Kaušytė, Elena
Elena Kaušytė, b.1909, was a pious Catholic who lived with her mother and younger sister in the village of Zakeliškiai, approximately 10 km from the town of Kelmė (Raseiniai District). Their house was small and old, and all their possessions were one cow, two pigs and some fruit trees growing in their tiny garden. Despite her poverty, Elena was always ready to help anyone in need. Three months after the Germans occupied the area on June 26, 1941, Elena welcomed into her home Ita and Bat-Sheva Krubelnik, teenage sisters, whose mother and younger siblings had been murdered on July 29 with the vast majority of Kelmė’s Jews. Ita and Bat-Sheva had been baptized by a priest in Kelmė, and they became used to their new Lithuanian names and already knew some prayers.

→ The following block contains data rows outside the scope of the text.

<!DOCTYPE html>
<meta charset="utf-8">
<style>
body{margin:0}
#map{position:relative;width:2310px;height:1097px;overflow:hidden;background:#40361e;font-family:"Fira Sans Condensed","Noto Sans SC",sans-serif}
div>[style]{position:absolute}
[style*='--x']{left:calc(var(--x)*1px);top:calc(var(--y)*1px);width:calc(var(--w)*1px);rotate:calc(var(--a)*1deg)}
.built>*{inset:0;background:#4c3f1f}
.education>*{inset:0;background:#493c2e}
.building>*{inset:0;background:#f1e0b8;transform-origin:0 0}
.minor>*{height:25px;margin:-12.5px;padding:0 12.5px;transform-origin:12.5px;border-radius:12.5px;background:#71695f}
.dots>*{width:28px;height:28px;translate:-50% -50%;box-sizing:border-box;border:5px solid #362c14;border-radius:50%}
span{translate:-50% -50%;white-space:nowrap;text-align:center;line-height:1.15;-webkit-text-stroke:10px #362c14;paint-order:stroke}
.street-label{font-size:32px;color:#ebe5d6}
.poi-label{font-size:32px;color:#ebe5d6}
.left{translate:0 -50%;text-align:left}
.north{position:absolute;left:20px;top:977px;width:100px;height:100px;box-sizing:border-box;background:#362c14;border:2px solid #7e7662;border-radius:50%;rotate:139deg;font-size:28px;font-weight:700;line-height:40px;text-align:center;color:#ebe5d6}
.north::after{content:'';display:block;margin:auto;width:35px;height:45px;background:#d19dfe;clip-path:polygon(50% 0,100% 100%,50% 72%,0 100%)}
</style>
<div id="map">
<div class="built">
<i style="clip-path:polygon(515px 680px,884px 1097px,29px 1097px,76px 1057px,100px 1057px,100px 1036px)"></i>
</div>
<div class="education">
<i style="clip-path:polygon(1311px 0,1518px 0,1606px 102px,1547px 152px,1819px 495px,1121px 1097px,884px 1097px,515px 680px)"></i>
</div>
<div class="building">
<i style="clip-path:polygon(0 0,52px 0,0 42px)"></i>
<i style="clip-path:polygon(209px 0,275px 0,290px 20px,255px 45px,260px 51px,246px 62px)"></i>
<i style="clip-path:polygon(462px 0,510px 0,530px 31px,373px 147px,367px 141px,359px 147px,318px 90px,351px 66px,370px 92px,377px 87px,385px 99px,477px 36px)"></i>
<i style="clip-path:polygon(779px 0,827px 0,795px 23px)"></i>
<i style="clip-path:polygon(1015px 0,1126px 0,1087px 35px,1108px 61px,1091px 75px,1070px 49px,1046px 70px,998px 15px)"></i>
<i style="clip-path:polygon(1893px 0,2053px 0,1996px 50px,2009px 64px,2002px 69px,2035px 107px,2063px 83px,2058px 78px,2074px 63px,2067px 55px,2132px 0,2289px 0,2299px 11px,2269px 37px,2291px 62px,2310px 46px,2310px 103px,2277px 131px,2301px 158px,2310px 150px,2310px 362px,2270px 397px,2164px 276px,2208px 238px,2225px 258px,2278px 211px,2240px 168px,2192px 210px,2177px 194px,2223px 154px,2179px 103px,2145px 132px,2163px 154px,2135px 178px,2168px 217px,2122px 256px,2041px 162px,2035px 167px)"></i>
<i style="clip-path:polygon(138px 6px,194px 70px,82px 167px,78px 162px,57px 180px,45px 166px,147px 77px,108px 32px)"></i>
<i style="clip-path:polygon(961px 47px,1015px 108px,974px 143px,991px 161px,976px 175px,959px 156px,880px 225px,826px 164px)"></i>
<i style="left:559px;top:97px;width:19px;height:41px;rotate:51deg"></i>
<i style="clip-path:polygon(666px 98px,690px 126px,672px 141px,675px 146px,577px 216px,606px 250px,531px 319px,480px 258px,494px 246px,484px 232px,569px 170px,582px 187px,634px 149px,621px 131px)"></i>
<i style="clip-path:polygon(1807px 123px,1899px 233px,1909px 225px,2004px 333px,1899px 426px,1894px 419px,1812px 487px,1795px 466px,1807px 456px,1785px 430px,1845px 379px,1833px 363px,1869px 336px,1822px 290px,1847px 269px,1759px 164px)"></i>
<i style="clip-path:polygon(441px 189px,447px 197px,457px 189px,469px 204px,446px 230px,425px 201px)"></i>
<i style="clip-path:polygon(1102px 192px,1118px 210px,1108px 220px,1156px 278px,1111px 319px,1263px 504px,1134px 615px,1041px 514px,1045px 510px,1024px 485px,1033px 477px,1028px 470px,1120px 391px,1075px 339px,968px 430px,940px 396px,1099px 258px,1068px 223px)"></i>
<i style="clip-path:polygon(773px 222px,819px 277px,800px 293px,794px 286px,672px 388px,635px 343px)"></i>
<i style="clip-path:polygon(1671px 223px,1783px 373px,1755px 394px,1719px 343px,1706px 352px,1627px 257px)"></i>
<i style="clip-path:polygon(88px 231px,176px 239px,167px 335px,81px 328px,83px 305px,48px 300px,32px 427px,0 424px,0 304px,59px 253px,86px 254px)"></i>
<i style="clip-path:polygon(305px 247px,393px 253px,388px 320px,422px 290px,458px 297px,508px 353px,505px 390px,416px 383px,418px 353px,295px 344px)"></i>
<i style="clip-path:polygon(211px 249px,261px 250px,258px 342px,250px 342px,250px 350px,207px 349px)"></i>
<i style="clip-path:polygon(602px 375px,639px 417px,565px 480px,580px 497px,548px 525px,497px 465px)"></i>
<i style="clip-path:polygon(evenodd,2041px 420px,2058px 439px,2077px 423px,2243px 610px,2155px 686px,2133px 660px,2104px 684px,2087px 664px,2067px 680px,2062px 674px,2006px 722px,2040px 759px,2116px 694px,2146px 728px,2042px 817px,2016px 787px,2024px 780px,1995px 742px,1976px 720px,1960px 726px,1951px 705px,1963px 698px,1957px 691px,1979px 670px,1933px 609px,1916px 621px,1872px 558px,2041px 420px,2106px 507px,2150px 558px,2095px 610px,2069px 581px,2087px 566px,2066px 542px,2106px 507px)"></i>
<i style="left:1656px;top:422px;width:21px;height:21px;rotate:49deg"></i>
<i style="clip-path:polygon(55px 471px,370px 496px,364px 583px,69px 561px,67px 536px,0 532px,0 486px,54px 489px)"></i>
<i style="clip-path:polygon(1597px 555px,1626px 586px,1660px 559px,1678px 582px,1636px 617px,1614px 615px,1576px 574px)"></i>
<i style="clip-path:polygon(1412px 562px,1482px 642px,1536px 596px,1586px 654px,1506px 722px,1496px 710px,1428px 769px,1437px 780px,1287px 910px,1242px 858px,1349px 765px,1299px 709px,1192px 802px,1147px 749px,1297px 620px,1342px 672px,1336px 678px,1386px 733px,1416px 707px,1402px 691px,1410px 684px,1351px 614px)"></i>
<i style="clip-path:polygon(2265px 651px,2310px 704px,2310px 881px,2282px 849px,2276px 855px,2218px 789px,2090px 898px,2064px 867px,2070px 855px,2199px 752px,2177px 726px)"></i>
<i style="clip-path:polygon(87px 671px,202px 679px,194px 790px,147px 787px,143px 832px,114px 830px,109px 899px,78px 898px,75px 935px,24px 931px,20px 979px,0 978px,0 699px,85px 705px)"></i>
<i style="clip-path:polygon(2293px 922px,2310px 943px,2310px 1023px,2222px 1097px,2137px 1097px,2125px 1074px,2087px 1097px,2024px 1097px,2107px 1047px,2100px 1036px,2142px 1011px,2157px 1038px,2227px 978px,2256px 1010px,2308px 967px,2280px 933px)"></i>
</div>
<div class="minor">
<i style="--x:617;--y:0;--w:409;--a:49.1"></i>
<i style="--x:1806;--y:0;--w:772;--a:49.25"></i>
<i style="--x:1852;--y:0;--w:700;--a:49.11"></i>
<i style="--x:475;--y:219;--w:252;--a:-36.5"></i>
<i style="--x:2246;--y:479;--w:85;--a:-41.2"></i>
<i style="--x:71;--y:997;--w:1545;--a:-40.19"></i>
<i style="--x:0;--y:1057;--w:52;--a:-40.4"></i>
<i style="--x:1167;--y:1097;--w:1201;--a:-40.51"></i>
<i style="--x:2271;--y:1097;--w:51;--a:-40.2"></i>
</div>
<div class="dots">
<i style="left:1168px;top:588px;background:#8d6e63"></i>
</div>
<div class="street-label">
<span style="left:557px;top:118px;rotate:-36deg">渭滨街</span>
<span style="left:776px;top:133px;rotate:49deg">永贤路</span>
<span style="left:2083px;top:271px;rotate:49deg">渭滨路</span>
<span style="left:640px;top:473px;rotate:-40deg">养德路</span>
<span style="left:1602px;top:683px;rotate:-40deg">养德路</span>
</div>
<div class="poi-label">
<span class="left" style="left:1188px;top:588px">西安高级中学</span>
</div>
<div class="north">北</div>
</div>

Still it was extremely dangerous to shelter them, for people could easily recognize the girls from the once big Krubelnik family. But Elena believed in God and her faith helped her to overcome such fears and to withstand the hardships connected with feeding and caring for the girls. Apparently, some of Elena’s neighbors and acquaintances knew about her kind attitude towards Jews, so other persecuted Jewish girls and women were brought or sent to her home. Thus, an eight-year-old orphan Doba Shapira was hidden by Elena for several weeks, as well as the sisters Rivka and Frida Mendelovich, both in the 20s, and the 17-year-old Lea Kelz. They could not be sheltered altogether, so Elena transferred some of them to people she trusted. At a certain point, only Lea Kelz and Frida Mendelovich stayed on with her. One day in the spring of 1942, they were caught by the Lithuanian police near Elena’s house. and taken to jail. Elena pleaded with the policemen to free the girls, but was only beaten and cursed. She walked by foot to in the town of Raseiniai where the girls were imprisoned and tried to persuade the jail keeper that the girls were really Christians, but nothing helped. Lea and Frida were shotshortly after their arrest. Shocked but not discouraged, Elena continued to help the others until the end of the German occupation in October 1944. After the war, she moved to Kelmė and dedicated her life to caring for the needy. The girls she had helped – Bat-Sheva (later, Levitan), Ida (later, Markus) and Doba (later, Dora Shapira) immigrated to Israel. The fate of Rivka Mendelovich is unknown.
On November 30, 2004, Yad Vashem recognized Elena Kaušytė as Righteous Among the Nations.